H-1b visas for doctors make lots of sense. The United States fails to train enough doctors to care for its unhealthy and aging population. Seriously, the average american male is 200 pounds and shade under five feet, ten inches (5’10”). This means that the average American has a Body Mass Index (BMI) of 29, meaning they are overweight and boarding on the obese rating of 30. Americans have greater health problems because of how bad of shape they are in, which means that H-1B visas for doctors can greatly help a problem the US faces.
H-1b visas for doctors can help fill the shortfall
In 2017, the Association of American Medical Colleges predicted that the shortfall of doctors will be 88,000 by 2025, and 104,900 by 2030. Americans may stop eating garbage and all begin exercising 6 days a week, but that is not likely. Moreover, Americans are growing older. The percentage of Americans over 65 will grow by fifty-five percent (55%) by 2030. America has a vested interest in granting H-1B visas for doctors. Also, most of these H-1B visas do not face the cap that businesses face because most hospitals are exempt non-profits. In theory, H-1B visas could fill the gap, in conjunction with J-1 visas.
Guidance for Petitions in Which the Doctor or Medical Professional Is in Possession of a License
If the Hospital provides documentary evidence that the doctor has a valid license to practice a health care occupation in the state in which the doctor will be employed, the government should not look beyond the license.
The doctor meets the qualifications to perform services in a specialty occupation as outlined in the federal regulations from the USCIS. 8 CFR 214.2(h)(4)(iii)(C)(3).
If the doctor is in possession of an unrestricted license, and the petition is otherwise in order, the USCIS should approve the petition for the full H-1B period requested.
If the doctor is in possession of a restricted license (e.g., license approved except for mandatory supervised practice), and the petition is otherwise approved, the USCIS should approve the petition for a period of one year, or the duration of the restricted license, whichever is longer.
Guidance for Petitions in Which the Doctor Is Not in Possession of a License
In order to perform in a health care occupation, the doctor must obtain a license from the state in which he/she will be working, meaning the doctor must meet the license provisions for H classifications.

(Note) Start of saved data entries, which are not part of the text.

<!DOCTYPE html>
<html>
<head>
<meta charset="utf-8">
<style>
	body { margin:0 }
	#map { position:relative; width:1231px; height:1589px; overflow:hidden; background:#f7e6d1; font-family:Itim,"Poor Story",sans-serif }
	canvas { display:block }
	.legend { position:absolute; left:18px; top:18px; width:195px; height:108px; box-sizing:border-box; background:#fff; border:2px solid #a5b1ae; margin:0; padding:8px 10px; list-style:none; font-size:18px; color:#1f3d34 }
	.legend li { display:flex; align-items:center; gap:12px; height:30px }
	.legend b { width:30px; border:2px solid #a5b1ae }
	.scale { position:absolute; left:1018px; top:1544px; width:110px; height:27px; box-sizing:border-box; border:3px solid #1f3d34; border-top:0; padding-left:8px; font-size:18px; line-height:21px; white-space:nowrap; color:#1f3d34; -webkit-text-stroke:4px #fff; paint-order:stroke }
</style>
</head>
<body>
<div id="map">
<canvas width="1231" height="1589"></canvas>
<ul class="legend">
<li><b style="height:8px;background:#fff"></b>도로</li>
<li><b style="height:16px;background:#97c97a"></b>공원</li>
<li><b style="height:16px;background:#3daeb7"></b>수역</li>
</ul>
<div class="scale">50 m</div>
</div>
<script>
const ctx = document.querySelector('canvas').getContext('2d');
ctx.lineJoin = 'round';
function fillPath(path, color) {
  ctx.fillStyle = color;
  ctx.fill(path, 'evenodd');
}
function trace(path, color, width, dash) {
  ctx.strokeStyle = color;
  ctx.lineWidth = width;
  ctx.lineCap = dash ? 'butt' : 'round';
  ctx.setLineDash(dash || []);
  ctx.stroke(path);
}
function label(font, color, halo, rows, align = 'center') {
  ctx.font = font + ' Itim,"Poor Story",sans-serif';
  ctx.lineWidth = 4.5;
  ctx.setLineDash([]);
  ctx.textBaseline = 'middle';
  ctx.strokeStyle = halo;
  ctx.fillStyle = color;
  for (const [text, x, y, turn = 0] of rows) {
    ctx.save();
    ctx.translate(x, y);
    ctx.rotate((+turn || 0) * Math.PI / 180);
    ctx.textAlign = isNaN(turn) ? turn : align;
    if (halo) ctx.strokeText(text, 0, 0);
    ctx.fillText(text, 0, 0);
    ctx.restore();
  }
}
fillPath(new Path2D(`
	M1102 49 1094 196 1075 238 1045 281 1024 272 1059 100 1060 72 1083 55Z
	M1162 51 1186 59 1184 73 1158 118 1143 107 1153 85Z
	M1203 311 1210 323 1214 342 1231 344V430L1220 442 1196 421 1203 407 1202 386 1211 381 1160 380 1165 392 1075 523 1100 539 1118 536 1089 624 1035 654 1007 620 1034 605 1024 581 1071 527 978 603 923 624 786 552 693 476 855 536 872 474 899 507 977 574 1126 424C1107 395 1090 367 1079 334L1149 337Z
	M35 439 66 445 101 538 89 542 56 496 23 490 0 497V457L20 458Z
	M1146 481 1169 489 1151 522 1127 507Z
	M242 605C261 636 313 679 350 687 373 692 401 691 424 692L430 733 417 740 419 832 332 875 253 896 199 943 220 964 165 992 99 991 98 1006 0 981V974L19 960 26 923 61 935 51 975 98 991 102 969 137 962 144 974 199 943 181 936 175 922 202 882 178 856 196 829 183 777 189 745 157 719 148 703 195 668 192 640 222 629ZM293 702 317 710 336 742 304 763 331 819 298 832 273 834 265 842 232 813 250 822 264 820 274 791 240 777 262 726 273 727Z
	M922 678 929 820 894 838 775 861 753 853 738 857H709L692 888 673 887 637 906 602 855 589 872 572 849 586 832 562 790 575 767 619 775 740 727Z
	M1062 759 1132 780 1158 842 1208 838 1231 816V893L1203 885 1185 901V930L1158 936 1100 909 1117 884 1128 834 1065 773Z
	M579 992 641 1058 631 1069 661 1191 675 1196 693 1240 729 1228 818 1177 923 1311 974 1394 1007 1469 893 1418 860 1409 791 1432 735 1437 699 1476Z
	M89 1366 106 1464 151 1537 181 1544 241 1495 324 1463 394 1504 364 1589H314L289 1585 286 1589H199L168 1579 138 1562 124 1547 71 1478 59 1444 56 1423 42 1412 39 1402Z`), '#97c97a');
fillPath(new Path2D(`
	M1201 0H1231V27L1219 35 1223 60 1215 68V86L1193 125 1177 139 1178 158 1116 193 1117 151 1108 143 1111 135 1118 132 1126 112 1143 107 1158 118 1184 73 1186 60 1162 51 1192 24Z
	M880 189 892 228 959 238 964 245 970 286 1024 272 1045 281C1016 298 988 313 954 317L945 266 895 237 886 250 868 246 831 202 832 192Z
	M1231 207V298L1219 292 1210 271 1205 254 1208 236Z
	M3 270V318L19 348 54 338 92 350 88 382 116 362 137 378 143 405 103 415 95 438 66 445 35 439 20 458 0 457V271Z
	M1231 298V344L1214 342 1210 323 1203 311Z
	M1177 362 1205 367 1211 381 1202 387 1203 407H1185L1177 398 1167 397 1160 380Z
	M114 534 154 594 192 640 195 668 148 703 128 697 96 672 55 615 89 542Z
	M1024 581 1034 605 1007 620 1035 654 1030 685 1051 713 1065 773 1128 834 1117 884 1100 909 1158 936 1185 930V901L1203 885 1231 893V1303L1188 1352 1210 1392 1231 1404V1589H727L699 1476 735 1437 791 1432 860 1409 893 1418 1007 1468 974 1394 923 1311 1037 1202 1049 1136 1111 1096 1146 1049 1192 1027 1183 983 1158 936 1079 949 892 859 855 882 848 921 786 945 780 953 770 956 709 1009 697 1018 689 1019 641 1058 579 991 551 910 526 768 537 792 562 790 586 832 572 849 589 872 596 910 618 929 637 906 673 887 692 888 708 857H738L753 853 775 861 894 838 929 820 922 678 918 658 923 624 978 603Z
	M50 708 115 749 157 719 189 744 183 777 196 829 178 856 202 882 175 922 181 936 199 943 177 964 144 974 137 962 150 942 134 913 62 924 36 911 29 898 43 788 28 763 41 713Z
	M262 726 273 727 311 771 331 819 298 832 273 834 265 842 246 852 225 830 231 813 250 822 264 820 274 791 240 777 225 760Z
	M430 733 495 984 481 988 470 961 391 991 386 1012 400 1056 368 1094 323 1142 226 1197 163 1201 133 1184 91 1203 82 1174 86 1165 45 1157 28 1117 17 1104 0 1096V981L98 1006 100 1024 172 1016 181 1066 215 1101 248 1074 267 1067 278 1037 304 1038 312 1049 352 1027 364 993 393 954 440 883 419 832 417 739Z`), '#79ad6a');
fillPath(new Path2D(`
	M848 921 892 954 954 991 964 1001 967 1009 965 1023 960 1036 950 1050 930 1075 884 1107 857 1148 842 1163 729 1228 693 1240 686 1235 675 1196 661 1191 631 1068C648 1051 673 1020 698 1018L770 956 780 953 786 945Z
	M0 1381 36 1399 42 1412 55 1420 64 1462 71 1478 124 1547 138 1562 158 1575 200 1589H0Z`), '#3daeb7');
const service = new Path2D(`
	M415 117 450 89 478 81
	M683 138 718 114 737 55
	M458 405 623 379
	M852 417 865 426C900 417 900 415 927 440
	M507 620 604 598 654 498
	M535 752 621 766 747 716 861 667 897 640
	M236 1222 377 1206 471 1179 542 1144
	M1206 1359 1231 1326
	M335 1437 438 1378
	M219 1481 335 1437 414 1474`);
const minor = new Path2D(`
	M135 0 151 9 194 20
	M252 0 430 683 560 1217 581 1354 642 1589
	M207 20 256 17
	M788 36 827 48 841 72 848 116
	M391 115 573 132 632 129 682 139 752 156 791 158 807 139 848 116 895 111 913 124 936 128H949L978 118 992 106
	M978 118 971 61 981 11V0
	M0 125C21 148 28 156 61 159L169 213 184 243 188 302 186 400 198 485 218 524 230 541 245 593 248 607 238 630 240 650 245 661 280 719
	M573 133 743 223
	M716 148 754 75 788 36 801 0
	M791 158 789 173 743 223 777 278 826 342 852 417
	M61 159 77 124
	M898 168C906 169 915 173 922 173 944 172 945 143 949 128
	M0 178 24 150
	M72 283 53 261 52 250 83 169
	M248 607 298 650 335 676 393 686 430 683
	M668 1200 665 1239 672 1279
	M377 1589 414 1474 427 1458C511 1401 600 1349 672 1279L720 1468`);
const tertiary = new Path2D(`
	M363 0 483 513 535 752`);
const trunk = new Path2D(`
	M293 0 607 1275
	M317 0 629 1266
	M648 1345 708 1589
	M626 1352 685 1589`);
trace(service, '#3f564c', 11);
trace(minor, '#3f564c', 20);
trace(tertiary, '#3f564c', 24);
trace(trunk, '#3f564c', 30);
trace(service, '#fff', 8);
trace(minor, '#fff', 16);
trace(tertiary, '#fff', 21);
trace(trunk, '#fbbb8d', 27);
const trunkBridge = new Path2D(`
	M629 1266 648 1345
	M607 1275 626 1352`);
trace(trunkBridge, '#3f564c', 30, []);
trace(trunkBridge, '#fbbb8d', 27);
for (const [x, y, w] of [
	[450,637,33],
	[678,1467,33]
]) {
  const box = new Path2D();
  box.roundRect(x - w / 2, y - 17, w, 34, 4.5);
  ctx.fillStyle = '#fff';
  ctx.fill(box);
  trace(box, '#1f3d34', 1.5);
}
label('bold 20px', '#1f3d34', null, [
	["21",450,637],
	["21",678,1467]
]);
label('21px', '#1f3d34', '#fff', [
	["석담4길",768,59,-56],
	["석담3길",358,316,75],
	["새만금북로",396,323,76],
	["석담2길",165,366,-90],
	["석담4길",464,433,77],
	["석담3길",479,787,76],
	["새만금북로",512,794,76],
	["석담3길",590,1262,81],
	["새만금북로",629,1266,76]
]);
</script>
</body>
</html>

If the hospital states that the doctor cannot obtain a license to practice the health care occupation in the state in which the doctor will be employed due to the fact that the state’s statutes mandate possession of a social security card and/or a valid immigration document as evidence of employment authorization, the adjudicator must ascertain the requirements for the license (including educational degree requirements) in the health care occupation in that state to determine whether the doctor is qualified to perform.
All aliens who wish to enter the United States to practice in a health care occupation other than as a physician must be found to be admissible under Section 212(a)(5)(C) of the the Immigration and Nationality Act (the “Act”).
If the hospital fails to provide evidence that the doctor received a certificate from a recognized credentialing organization as outlined in 212(a)(5)(C) of the Act, the doctor may still qualify for classification as an H-1B non-immigrant.
If the doctor is seeking to extend status or change status, and the hospital fails to provide the requisite credentialing evidence, the request for extension or change of status should be denied as the doctor is inadmissible under Section 212(a)(5)(C) of the Act.
If after conducting research the adjudicator is unable to determine the state’s requirements for licensing, the USCIS may send the hospital a request for evidence (RFE) asking the hospital to provide documentary evidence of the state’s requirements.
Furthermore, the hospital will need to provide evidence that the doctor:
Has filed an application for a license in accordance with state or local rules and procedures; and
Cannot obtain a full unrestricted license in the state in which he/she will practice due to the requirement for possession of a social security card, valid immigration document, and/or physical presence in the United States in the form of a letter from the State Board.
Assuming a petition is approvable under the above standards, the validity period should be one year.
The approval of any such H-1B petition shall not constitute approval by USCIS for the alien doctor to engage in any activity requiring possession of such State or local license.
It is merely a means to facilitate the state or local licensing authority’s issuance of such a license to the alien, provided all other requirements are satisfied.
If the hospital later requests an extension of stay on behalf of the doctor , the hospital must demonstrate that the doctor has been granted a valid unrestricted license to practice the health care occupation in the state in which he/she will be working.
If the doctor does not have the valid unrestricted license at the time the extension of stay petition is filed, the petition will be denied.